(What is expected) Nothing but the lines from the first line of the records through the line with "transform-origin:5px; border-radius:5px; background:#d474ae" should be output, exactly as written and free of pictures.

Segment Start: Provided information

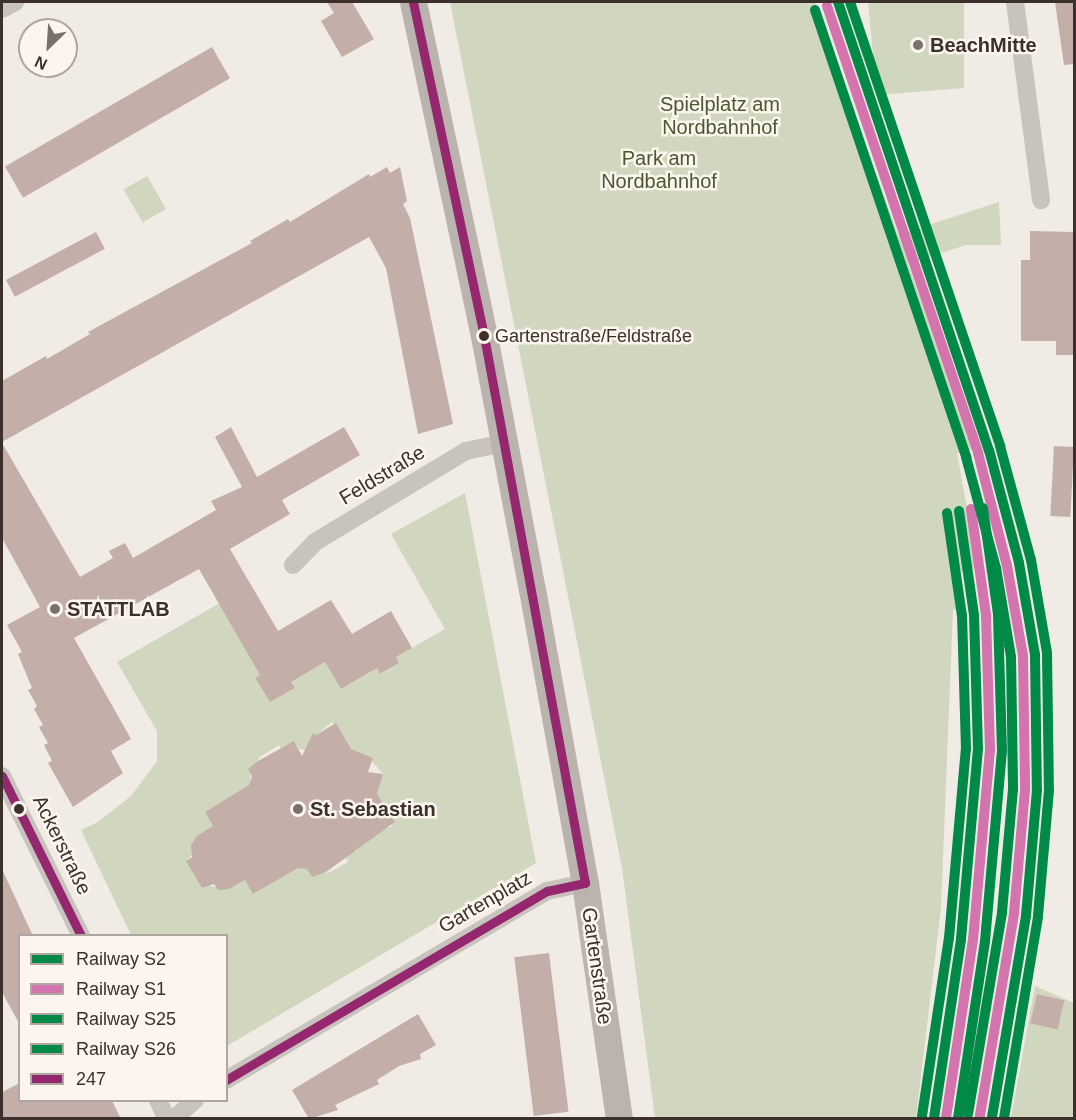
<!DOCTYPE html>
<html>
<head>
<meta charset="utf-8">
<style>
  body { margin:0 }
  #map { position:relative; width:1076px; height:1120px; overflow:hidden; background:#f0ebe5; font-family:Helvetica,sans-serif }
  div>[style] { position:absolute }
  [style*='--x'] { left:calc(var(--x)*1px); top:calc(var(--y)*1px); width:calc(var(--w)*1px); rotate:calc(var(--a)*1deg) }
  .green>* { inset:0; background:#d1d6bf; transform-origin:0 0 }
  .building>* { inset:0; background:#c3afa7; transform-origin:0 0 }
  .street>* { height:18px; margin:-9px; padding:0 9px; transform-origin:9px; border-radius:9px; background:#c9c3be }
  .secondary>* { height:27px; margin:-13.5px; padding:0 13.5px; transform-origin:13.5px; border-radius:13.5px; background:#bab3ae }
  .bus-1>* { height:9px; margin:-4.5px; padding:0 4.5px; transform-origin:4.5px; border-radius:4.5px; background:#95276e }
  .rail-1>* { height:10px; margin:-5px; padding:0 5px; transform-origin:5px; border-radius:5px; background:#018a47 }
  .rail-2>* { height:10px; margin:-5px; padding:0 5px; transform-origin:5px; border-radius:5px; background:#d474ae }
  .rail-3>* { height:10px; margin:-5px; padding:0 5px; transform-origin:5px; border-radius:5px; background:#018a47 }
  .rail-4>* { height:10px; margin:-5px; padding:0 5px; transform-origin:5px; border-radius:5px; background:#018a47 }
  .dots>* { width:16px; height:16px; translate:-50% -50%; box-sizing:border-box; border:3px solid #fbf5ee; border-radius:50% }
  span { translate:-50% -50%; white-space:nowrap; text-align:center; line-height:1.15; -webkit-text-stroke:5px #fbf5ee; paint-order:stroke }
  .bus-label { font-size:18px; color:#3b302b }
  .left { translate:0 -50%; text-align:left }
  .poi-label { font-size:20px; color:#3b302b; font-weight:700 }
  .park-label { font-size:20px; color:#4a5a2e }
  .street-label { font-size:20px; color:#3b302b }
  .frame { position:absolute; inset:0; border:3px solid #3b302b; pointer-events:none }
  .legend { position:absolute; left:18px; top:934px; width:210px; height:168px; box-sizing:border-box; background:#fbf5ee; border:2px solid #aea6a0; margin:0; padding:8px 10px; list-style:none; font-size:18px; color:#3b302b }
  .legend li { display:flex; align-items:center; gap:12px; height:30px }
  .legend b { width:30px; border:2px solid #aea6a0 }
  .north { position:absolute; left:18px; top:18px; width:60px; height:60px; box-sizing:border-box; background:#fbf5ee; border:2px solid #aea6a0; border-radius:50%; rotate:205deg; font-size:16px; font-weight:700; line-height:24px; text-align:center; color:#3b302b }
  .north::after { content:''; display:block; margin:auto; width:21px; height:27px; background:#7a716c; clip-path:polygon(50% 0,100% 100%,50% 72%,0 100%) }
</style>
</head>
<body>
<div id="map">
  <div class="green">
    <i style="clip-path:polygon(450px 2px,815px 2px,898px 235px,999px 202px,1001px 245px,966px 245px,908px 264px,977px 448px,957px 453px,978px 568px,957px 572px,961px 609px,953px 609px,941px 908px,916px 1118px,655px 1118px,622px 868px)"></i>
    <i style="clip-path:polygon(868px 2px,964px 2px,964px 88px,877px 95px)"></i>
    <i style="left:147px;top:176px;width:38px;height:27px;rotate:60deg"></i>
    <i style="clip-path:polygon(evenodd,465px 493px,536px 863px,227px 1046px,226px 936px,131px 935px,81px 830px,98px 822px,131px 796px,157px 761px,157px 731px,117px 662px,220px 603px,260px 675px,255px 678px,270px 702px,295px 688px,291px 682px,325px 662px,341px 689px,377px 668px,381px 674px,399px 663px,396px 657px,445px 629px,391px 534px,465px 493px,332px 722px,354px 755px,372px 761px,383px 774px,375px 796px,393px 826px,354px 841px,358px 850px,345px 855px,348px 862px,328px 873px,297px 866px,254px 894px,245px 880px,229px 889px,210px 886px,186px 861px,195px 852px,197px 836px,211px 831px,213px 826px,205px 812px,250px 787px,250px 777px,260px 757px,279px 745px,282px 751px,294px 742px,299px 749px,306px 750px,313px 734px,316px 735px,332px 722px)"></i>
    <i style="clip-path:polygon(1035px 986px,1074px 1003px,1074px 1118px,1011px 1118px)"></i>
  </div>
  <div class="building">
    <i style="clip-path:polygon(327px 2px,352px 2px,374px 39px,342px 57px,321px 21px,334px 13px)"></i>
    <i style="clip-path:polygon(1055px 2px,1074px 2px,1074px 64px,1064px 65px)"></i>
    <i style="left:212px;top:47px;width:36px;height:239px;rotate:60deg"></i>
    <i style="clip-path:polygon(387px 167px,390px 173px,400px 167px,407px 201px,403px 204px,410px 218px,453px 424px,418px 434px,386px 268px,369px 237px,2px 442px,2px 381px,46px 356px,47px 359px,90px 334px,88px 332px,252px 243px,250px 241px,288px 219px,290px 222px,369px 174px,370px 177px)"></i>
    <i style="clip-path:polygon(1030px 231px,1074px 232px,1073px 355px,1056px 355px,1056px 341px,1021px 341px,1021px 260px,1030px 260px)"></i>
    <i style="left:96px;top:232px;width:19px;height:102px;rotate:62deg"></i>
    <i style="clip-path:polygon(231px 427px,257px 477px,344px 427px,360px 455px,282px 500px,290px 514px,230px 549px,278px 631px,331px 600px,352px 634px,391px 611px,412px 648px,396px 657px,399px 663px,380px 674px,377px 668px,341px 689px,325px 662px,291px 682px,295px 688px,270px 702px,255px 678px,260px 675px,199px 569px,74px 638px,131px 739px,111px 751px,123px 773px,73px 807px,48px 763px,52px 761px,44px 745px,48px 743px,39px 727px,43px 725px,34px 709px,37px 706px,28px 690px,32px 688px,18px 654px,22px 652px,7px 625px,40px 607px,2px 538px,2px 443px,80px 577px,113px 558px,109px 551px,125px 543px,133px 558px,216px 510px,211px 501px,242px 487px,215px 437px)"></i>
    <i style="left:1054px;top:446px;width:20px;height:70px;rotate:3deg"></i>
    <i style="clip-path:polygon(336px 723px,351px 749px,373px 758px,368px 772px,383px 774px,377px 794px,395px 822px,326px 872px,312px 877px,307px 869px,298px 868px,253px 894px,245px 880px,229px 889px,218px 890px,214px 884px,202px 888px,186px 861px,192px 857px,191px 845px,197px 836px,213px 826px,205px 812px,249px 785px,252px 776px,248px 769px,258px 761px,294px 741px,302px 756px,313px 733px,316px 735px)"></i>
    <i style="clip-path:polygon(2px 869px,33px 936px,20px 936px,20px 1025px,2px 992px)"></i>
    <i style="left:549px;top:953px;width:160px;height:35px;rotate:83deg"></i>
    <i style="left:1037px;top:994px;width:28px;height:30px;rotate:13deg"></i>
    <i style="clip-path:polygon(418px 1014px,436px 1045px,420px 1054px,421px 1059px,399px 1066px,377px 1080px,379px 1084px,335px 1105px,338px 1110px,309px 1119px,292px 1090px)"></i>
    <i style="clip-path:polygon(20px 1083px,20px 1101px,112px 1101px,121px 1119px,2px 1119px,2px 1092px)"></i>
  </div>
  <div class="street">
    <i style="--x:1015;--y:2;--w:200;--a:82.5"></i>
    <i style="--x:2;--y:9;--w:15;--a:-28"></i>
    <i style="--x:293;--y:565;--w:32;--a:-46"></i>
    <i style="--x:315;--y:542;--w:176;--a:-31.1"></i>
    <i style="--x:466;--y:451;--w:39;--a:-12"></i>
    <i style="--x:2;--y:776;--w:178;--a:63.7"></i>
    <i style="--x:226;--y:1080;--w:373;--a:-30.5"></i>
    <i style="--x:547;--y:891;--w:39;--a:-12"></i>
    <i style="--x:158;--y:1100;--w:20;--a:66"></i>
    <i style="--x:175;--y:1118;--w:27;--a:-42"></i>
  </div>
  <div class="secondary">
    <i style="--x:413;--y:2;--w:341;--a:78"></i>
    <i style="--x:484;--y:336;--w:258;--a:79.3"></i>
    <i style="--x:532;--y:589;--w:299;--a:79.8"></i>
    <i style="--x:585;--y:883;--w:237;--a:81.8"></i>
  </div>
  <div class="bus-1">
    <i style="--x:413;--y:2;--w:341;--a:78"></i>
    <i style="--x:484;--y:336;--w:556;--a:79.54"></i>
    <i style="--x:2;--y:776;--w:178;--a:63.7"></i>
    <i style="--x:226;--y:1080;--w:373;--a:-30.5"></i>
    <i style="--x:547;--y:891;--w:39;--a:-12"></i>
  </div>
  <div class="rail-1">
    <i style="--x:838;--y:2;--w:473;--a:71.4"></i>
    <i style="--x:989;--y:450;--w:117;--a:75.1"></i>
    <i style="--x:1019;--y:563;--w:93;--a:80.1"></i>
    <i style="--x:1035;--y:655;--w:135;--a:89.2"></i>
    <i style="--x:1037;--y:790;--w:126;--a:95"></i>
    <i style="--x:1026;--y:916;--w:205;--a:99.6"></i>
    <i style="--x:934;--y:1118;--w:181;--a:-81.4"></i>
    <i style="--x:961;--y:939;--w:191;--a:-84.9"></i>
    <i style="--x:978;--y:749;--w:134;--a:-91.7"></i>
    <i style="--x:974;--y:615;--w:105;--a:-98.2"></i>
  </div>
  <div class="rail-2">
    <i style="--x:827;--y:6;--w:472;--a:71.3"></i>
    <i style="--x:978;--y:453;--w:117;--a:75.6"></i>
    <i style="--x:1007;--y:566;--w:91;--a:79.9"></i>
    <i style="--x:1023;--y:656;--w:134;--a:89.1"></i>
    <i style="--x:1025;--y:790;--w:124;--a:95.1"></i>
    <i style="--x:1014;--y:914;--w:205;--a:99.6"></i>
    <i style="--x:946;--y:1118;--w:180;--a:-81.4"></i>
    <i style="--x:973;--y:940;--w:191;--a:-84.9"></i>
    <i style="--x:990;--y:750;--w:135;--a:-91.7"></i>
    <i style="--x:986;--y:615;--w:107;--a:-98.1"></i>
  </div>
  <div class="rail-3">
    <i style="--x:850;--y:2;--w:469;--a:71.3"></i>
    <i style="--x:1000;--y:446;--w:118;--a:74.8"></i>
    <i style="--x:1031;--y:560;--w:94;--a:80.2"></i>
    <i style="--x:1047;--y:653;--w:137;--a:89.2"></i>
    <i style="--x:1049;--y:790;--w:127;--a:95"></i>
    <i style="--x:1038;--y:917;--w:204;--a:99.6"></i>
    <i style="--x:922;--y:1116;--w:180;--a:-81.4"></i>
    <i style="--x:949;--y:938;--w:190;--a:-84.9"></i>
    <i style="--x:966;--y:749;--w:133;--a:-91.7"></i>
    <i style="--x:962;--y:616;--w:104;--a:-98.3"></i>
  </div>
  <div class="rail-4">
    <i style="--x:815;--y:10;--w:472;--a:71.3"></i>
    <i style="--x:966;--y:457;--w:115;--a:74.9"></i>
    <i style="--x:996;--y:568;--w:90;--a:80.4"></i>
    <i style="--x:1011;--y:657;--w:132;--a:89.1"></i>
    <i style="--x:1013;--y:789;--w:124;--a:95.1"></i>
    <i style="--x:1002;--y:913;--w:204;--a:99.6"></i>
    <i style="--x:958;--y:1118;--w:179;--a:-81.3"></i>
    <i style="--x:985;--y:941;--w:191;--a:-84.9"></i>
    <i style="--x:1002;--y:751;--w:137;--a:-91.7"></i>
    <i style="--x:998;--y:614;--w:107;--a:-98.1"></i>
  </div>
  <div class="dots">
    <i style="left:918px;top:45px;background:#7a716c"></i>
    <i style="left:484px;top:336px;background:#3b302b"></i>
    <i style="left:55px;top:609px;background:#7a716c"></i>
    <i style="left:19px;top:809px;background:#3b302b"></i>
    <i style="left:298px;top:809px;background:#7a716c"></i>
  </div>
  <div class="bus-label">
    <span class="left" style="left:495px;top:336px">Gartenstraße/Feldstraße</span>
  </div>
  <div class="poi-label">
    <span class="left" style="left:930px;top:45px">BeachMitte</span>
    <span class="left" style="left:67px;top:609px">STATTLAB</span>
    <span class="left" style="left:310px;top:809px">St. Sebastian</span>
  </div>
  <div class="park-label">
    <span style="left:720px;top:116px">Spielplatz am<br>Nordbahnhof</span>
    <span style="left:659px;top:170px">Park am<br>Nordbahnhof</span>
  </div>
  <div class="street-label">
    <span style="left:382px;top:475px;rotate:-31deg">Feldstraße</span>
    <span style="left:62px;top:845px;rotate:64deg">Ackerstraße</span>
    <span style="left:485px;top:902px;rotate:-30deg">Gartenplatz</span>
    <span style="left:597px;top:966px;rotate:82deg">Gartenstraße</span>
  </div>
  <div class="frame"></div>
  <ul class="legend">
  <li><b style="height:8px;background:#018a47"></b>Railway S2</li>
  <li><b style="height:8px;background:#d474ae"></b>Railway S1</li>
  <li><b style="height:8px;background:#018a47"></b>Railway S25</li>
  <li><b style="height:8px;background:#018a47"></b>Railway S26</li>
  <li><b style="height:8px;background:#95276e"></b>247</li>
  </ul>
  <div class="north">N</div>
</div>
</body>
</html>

Segment End: Provided information

(Your response)
<!DOCTYPE html>
<html>
<head>
<meta charset="utf-8">
<style>
  body { margin:0 }
  #map { position:relative; width:1076px; height:1120px; overflow:hidden; background:#f0ebe5; font-family:Helvetica,sans-serif }
  div>[style] { position:absolute }
  [style*='--x'] { left:calc(var(--x)*1px); top:calc(var(--y)*1px); width:calc(var(--w)*1px); rotate:calc(var(--a)*1deg) }
  .green>* { inset:0; background:#d1d6bf; transform-origin:0 0 }
  .building>* { inset:0; background:#c3afa7; transform-origin:0 0 }
  .street>* { height:18px; margin:-9px; padding:0 9px; transform-origin:9px; border-radius:9px; background:#c9c3be }
  .secondary>* { height:27px; margin:-13.5px; padding:0 13.5px; transform-origin:13.5px; border-radius:13.5px; background:#bab3ae }
  .bus-1>* { height:9px; margin:-4.5px; padding:0 4.5px; transform-origin:4.5px; border-radius:4.5px; background:#95276e }
  .rail-1>* { height:10px; margin:-5px; padding:0 5px; transform-origin:5px; border-radius:5px; background:#018a47 }
  .rail-2>* { height:10px; margin:-5px; padding:0 5px; transform-origin:5px; border-radius:5px; background:#d474ae }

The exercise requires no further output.